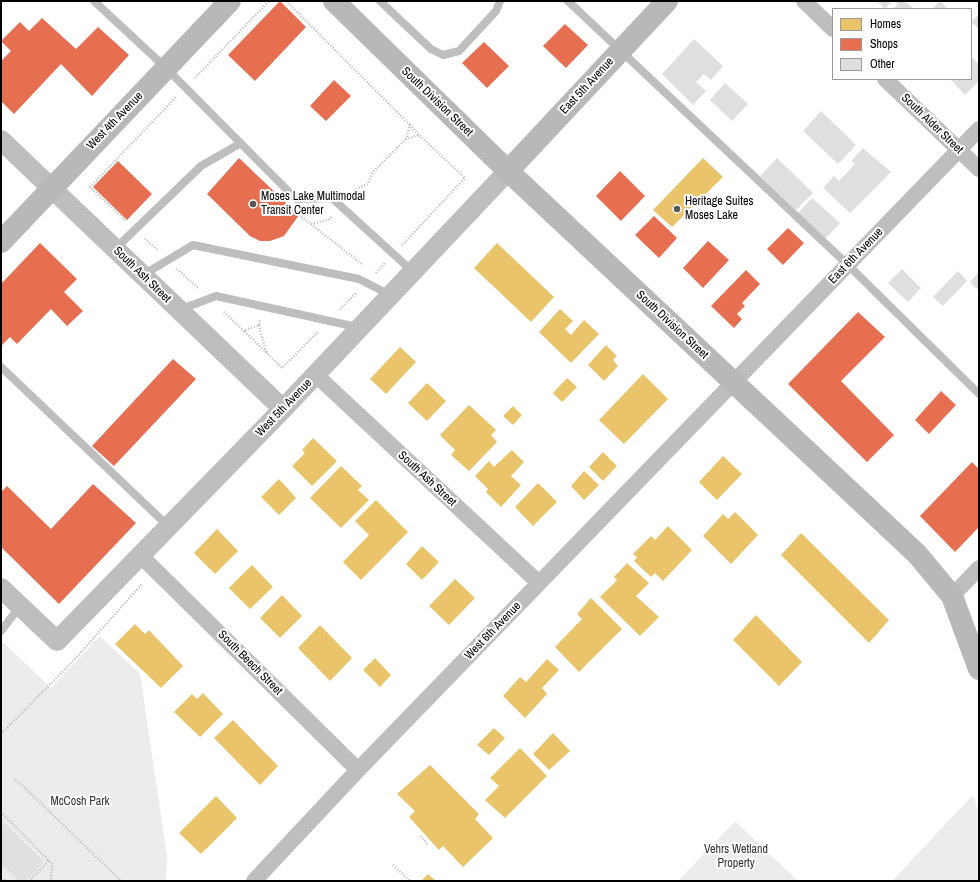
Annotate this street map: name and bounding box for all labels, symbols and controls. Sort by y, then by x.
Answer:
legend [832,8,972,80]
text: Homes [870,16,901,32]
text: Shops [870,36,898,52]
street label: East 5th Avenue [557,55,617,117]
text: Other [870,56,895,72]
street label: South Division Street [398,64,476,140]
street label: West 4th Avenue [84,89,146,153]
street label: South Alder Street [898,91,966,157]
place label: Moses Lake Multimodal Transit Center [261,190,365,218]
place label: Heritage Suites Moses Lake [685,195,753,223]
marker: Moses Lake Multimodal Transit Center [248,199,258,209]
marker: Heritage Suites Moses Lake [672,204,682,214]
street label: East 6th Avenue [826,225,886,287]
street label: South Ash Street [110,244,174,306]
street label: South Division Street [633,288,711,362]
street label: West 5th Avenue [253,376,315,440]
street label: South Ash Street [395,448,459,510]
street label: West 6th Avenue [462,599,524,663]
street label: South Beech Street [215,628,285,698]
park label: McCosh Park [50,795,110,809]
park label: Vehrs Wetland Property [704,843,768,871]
::::::::::
- The problem
Wherever a line holds the word "Avenue", copy that line out of the entries above.

- Written reply
street label: East 5th Avenue [557,55,617,117]
street label: West 4th Avenue [84,89,146,153]
street label: East 6th Avenue [826,225,886,287]
street label: West 5th Avenue [253,376,315,440]
street label: West 6th Avenue [462,599,524,663]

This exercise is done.